====== Input material ======
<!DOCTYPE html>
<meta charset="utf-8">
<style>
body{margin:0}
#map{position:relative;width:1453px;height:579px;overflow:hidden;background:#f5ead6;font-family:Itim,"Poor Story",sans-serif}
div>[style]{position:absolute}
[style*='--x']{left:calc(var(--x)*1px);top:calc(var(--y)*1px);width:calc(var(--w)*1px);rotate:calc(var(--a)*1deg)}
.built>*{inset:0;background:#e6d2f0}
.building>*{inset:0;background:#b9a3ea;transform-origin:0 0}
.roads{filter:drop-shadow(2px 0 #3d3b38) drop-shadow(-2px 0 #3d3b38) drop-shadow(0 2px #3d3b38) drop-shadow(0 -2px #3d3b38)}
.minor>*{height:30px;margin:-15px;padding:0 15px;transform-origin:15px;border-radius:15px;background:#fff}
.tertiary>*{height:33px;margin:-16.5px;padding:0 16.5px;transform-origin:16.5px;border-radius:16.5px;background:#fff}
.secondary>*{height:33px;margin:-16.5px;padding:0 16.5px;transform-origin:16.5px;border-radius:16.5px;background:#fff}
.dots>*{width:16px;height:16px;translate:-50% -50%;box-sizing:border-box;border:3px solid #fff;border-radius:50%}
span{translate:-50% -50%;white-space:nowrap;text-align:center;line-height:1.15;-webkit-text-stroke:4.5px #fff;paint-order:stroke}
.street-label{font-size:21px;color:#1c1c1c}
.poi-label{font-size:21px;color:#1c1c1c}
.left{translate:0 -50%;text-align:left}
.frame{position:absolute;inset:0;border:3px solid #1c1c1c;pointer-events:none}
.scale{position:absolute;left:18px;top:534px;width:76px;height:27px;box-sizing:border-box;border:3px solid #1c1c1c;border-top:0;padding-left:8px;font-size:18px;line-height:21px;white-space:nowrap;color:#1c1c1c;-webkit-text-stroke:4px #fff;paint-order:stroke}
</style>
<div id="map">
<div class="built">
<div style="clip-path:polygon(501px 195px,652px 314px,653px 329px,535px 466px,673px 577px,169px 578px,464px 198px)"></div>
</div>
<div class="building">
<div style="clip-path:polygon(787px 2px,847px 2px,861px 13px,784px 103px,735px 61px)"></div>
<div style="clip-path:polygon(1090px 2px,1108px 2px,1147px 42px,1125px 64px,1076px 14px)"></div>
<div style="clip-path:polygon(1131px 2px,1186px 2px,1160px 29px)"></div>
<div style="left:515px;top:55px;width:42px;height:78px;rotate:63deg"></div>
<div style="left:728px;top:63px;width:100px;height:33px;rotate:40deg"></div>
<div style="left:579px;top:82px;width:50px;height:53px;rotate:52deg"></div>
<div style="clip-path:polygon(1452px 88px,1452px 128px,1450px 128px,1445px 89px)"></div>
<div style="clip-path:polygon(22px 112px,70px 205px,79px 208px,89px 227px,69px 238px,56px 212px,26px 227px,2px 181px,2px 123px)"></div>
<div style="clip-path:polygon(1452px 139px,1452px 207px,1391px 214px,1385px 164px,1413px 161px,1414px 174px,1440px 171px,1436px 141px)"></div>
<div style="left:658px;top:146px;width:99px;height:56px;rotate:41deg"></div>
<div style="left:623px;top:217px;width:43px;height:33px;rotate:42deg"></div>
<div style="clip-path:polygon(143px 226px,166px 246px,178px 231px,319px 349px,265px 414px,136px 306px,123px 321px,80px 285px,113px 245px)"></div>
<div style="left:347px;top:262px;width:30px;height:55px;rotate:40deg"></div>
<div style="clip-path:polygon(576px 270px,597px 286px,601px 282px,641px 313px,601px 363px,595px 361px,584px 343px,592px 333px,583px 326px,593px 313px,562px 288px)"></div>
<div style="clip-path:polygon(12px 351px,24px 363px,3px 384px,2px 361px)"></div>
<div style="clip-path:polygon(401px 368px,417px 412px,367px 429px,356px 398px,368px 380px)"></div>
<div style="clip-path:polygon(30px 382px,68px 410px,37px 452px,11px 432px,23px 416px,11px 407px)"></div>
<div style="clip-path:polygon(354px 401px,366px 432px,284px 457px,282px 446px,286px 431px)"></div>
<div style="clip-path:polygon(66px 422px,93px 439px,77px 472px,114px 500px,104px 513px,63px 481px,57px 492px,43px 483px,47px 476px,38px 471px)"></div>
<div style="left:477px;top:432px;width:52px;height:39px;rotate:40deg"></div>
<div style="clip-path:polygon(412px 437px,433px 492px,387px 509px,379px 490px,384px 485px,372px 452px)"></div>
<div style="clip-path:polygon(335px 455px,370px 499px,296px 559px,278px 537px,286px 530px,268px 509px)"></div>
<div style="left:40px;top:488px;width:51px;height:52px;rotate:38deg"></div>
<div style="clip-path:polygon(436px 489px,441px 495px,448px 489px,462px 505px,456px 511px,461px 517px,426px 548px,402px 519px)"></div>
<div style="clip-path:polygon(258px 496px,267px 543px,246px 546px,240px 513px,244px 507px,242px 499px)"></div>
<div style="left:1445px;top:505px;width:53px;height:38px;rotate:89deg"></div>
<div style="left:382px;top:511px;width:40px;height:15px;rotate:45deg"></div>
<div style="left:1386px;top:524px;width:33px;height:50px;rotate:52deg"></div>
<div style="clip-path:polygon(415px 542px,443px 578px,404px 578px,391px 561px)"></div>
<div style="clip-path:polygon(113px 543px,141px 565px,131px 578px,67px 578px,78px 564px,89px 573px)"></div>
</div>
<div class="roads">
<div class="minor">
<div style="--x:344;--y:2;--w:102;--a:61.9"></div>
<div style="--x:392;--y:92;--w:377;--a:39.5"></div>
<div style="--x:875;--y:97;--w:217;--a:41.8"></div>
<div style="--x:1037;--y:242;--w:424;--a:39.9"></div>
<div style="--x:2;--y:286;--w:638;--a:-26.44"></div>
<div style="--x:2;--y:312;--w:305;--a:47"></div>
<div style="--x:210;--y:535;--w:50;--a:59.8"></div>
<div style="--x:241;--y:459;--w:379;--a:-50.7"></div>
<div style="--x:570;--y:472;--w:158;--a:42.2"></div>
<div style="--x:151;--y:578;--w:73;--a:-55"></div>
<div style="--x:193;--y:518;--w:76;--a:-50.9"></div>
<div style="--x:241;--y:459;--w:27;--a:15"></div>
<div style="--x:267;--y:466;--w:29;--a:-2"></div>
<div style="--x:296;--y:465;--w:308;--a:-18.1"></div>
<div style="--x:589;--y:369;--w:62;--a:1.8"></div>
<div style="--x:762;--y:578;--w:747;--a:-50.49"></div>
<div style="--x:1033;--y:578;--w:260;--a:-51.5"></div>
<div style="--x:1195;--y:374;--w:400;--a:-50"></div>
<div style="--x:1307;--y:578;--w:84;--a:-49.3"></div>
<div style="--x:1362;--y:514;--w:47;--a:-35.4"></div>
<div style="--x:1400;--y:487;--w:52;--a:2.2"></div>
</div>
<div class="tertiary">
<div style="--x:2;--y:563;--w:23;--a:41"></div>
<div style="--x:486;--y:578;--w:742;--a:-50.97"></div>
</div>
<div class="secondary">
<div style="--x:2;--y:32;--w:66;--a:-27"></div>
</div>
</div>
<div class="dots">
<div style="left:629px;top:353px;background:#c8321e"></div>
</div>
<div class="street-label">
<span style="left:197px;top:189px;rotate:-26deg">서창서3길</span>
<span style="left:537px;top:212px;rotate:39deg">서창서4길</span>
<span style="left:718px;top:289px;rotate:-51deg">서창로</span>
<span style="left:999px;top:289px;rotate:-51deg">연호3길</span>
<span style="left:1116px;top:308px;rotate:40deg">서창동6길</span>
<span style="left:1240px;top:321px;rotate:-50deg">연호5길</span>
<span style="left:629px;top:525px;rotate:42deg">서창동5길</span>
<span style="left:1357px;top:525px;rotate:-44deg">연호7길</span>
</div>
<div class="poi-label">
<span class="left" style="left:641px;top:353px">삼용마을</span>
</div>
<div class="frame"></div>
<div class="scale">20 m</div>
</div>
======
- _Your objective_
Please reproduce exactly the lines above, beginning with the first and ending with the line that contains "0 #3d3b38) drop-shadow(-2px", and include nothing outside that range.

- _Answer space_
<!DOCTYPE html>
<meta charset="utf-8">
<style>
body{margin:0}
#map{position:relative;width:1453px;height:579px;overflow:hidden;background:#f5ead6;font-family:Itim,"Poor Story",sans-serif}
div>[style]{position:absolute}
[style*='--x']{left:calc(var(--x)*1px);top:calc(var(--y)*1px);width:calc(var(--w)*1px);rotate:calc(var(--a)*1deg)}
.built>*{inset:0;background:#e6d2f0}
.building>*{inset:0;background:#b9a3ea;transform-origin:0 0}
.roads{filter:drop-shadow(2px 0 #3d3b38) drop-shadow(-2px 0 #3d3b38) drop-shadow(0 2px #3d3b38) drop-shadow(0 -2px #3d3b38)}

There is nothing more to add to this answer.